There are valid arguments on both sides. As an amateur athlete who has earned a lot of money for his university through jersey sales, ticket sales, television rights, and enrollment, Clowney is certainly entitled to seek what's best for his future financial situation, and an injury has the potential to change all that but quick. Clowney saw first-hand last season how catastrophic these turns can be when teammate Marcus Lattimore, arguably the best running back in the country, went down with a torn ACL to see his first- round draft status disappear. On the other hand, Clowney is far from the only high-profile NFL prospect in college football this season, yet others don't seem to be putting the cart before the horse.
Although the situation still needs to play out before we learn more, Spurrier came to the defense of his star player with some head-turning comments about Clowney's future.
"Let me say this about Jadeveon: if he never plays another snap here, we all should be thankful and appreciative that he came to South Carolina," Spurrier said. "We've won 26 games, two 11-2 years, the greatest seasons we've had in the history of this school, 120 years. So, none of us need to be upset at Jadeveon, none of us. He's played his part tremendously. And I am all for Jadeveon and his future and when he's ready to play; we are going to put him out there. I just want to clear the air that Jadeveon, all those No. 7 jerseys, all the money he's made for our school, he's been a tremendous, important player and we all, every Gamecock, including me, and the coaches and everybody out there, we need to be appreciative that he chose South Carolina. He could have gone anywhere in the country and he's a big reason that we've had those seasons and he's trying to do all he can to get ready to play."
It's an interesting statement from the Ole Ball Coach, as he's essentially admitting to the preferential treatment of Clowney. He knows, to a certain extent at least, that the university exploits its high-profile players for its own good and that he understands that a player must ultimately look out for himself, but at the same time the statement cannot be going over well with some of the players in the locker room. Should they be 'thankful' and 'proud' if Clowney bails on the team?

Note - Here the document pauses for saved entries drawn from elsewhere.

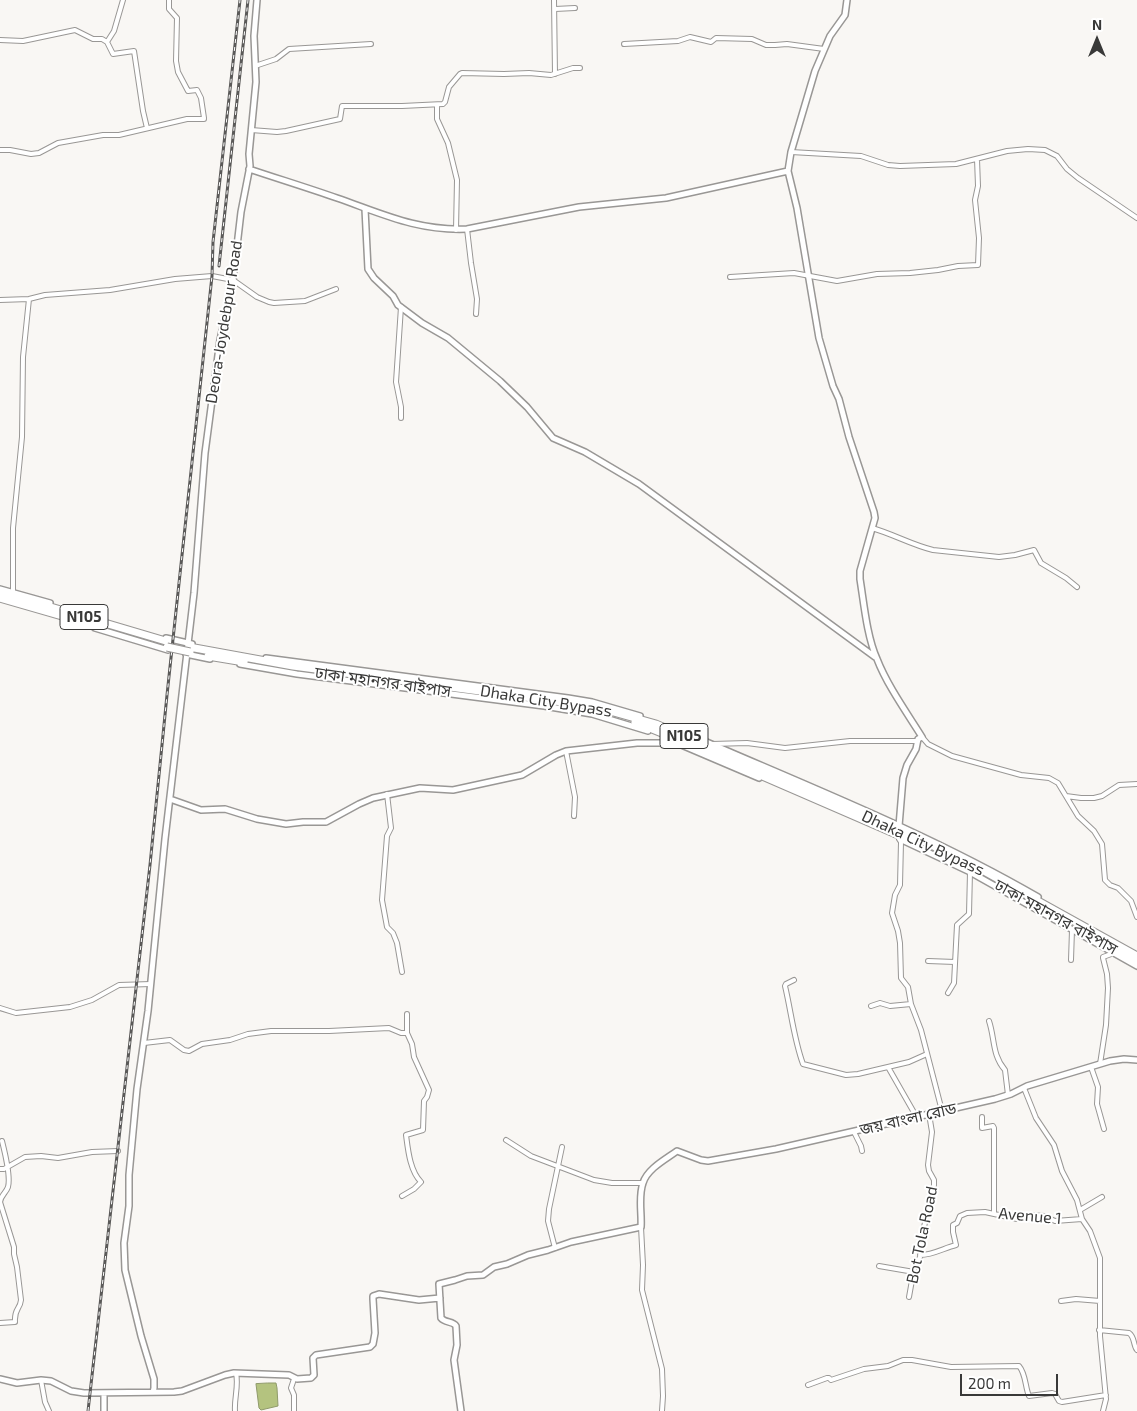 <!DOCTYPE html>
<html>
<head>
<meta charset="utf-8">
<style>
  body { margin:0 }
  #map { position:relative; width:1137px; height:1411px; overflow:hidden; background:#f9f7f4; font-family:"Exo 2",sans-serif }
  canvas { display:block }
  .north { position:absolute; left:1072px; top:15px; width:50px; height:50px; -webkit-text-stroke:4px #fff; paint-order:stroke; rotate:0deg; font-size:14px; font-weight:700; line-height:20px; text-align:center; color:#393938 }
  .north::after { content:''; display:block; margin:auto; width:18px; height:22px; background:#393938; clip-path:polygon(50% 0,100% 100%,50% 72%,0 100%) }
  .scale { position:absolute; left:960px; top:1374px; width:98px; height:22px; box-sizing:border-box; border:2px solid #393938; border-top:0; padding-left:6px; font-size:15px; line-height:18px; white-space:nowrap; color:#393938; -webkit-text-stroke:4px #fff; paint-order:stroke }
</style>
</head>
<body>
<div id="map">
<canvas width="1137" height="1411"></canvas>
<div class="north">N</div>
<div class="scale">200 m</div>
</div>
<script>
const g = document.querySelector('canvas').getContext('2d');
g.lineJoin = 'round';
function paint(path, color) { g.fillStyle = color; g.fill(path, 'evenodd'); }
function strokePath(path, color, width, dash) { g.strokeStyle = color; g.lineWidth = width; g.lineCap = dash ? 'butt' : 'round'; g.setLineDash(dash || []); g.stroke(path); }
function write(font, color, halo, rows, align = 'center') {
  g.font = font + ' "Exo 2","Noto Sans Bengali",sans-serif'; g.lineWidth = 4; g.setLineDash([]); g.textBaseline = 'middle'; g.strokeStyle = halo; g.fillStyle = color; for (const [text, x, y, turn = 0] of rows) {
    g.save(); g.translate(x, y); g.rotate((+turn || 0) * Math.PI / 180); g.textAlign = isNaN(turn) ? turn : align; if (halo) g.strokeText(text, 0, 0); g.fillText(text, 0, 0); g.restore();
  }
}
const water = new Path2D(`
  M268,1383h8l1,5 1,18 -17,4 -2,-2 -3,-24z`);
paint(water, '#b4c37f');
strokePath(water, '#8f9a6a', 1);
const street = new Path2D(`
  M169,0v9l8,9 -1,43 2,11 10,19 9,-1 4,8 3,20
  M554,0l1,74
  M555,9l20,-1
  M0,40l23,1 52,-11 18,9h9l5,3 6,12 21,-3 9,60 4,17
  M107,42l7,-11 9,-31
  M624,44l54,-3 12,-4 21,5 5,-4 36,1 14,6h9l12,-1 37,5
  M255,66l21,-7 13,-10 82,-5
  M437,105v14l11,24 9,37 -1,50
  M251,130l26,2 9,-1 54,-12 2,-13h60l41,-2 2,-2 4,-15 11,-13 2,-1 42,1 25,-1 22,2 22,-7h7
  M0,150h10l21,4 8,-1 19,-10 45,-8h16l68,-16h17
  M791,152l70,4 27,9 12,1 56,-2 51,-13 21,-2 17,1 12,6 10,13 11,9 59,40
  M467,229l4,34 6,36 -1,15
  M730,277l64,-4 43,8 40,-7 33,-1 28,-3 20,-4 20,-1 1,-27 -4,-38 3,-14 -1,-27
  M0,300l29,-1 16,-4 65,-5 65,-11 37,-3 21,4 24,17 12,5 5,1 31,-2 31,-12
  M401,418v-11l-5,-25 5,-75
  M872,528c21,6 40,17 61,22l66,7 16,-2 19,-5 7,13 25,15 11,9
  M13,592v-64l9,-91 1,-80 6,-58
  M922,737l6,7 24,12 69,19 28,3 9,5 20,33 16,15 8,13 3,36 5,5 8,3 13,13 6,16
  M712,744l35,-1 38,5 65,-7h67
  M566,751l9,46 -1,19
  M387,794l4,34 -4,8 -5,64 5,27 6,6 4,10 5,29
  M1066,796l15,2h13l8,-2 17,-11 18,-1
  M899,839l2,3 -1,43 -5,10 -3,18 6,18 2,12 1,35 7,9 3,17 10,26 21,81
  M1071,960l1,-30
  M928,961l27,1
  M794,980l-8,4 -1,2c6,25 9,54 18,78l43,11 12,-1 51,-12 18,-8
  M948,993l6,-10 3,-58 12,-11 1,-42
  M871,1006l9,-3 10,3 21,-2
  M0,1008l16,5 54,-6 22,-7 27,-15 32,-1
  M989,1021c6,18 3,34 16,49l3,25
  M144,1043l26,-3 14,10 5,1 13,-7 28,-4 18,-6 23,-3h58l60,-3 12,5h6
  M1100,1064l6,-39 2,-37 -1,-14 -4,-16v-1l11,-4
  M888,1067l28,49
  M1091,1067l7,20 -1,17 7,25
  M1024,1088l12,30 18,27 8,26 15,29 5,19 8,12 10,27v78l6,63 -3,12
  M982,1117v11l11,-2 1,2v86
  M854,1132l7,14 1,5
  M506,1140l25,16 63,24 18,3h31
  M0,1169h4l21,-12 16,-1 17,2 34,-6 26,-1
  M402,1196l12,-7 7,-7c-11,-11 -13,-32 -15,-47l17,-5 1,-29 3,-4 2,-7 -15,-33 -2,-13 -5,-11v-19
  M1080,1210l22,-13
  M641,1227l2,38 -1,25 20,79 1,27 -1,15
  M555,1248l-7,-27 1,-12 13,-62
  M920,1255c13,0 24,-7 36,-10l-3,-13v-7l4,-2 3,-7 7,-3 18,-1 32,7 13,-4 14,1 11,5 27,-2
  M879,1266l35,6
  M909,1297l5,-28 6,-12 3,-26 11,-46v-5l-5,-9 -1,-6 4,-33 -3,-18
  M1061,1301l15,-2 24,2
  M0,1323l15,-1c-1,-14 5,-12 6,-22l-4,-33 -3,-13v-7l-14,-45c1,-7 6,-9 8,-15 3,-11 -3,-34 -6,-46
  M1099,1330l30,3c6,4 4,12 8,17
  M41,1380l4,22 4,9
  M808,1385l19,-7h2l2,2 33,-11 24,-3 15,-6h9l39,7 68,-1c7,8 6,21 10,30l23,-3 3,1 4,7 3,1 44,-7
  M235,1411c-1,-13 4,-25 1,-38
  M294,1411v-16l-3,-7 3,-9`);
const secondary = new Path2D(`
  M847,0l-2,15 -15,21 -15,35 -24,81 -3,19 9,37 22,130 14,48 6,13 10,38 25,75 1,6 -15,53v8c4,25 7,58 17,80 10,26 30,54 45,78l-4,2 -2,10 -9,16 -4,13 -4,48
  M249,169c30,10 59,19 88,29 46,16 80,33 130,31l112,-22 87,-9 122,-27
  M365,209l3,60 6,9 19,18 5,9 24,18 26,15 52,43 27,26 26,31 32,14 54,32 236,173
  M0,589l50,14
  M95,628l73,22
  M166,638l26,6
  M186,654l24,5
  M266,658l302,40 24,4 48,14
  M240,664l57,10 247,32 48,8 56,17
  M665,738l94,40
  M702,740c113,49 229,95 336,157
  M170,799l31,11 24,-1 32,10 29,5 17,-2h23l33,-18 14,-6 47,-10 33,2 69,-15 34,-20 10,-4 71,-8h28l9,-2
  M904,841l66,31 167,94
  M0,1379l17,4 24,-3 10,1 20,10 13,2 90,-1 8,-1 43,-16 9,-2 55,2 8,4 14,-1 3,-3 -1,-17 3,-3 54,-8 3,-3 2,-11 -2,-34v-3l6,-2 40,6 21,-2
  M153,1392l1,-4v-9l-13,-43 -16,-66 -1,-27 5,-37v-31l8,-86 11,-78 17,-172 29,-246 11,-140 15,-113 13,-60 8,-68 9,-46 -1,-12 7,-72 -2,-46 3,-36
  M104,1411v-18
  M461,1411l-7,-51 3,-15 -1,-19c-3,-5 -11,-3 -15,-8l-2,-34 16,-4 12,-4 16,-1 11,-8 13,-3 21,-9 20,-5 23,-8 70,-15c1,-14 -3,-30 2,-44 4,-14 23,-24 34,-32l24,9 7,1 68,-12 219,-50 16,-5 16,-8 83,-25 14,-2 13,1`);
const highway = new Path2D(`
  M0,592l169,50
  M0,598l100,29
  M189,647l104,19 299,40 64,18 265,116 52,25 164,91
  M208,656l36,6
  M635,722l49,20 233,101
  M1118,951l19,11`);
strokePath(street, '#999795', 6);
strokePath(secondary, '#999795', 8);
strokePath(highway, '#999795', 9);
strokePath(street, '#fff', 4);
strokePath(secondary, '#fff', 5);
strokePath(highway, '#fff', 7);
const rail = new Path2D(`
  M219,266l29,-266
  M88,1411l62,-546 17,-170 45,-419 1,-34 27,-242`);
strokePath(rail, '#5a5958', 3);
strokePath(rail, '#fff', 1, [4]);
const highwayBridge = new Path2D(`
  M167,647l23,5`);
strokePath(highwayBridge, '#999795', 9, []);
strokePath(highwayBridge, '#fff', 7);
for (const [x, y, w] of [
  [84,617,48],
  [684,736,48]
]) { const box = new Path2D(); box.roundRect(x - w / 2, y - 12.5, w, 25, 4); g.fillStyle = '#fff'; g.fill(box); strokePath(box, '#393938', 1); }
write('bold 15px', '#393938', null, [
  ["N105",84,617],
  ["N105",684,736]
]);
write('16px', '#393938', '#fff', [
  ["Deora-Joydebpur Road",224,322,-81],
  ["ঢাকা মহানগর বাইপাস",383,682,8],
  ["Dhaka City Bypass",546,701,9],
  ["Dhaka City Bypass",923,843,25],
  ["ঢাকা মহানগর বাইপাস",1056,917,29],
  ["জয় বাংলা রোড",908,1119,-13],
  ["Avenue 1",1030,1216,5],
  ["Bot Tola Road",922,1235,-78]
]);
</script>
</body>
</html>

Could Clowney inadvertently start a new trend among young superstars, giving them the option to sit out their junior years to protect their draft stock? It's certainly possible. A version of this effect already exists in basketball, with players like Brandon Jennings opting to play a year in Europe rather than the NCAA to satisfy their NBA prerequisites. All we know for sure is that Clowney can put these rumblings to bed by simply returning to the field as soon as possible, giving his all for the program and further proving that he's one of the nation's most dominant forces.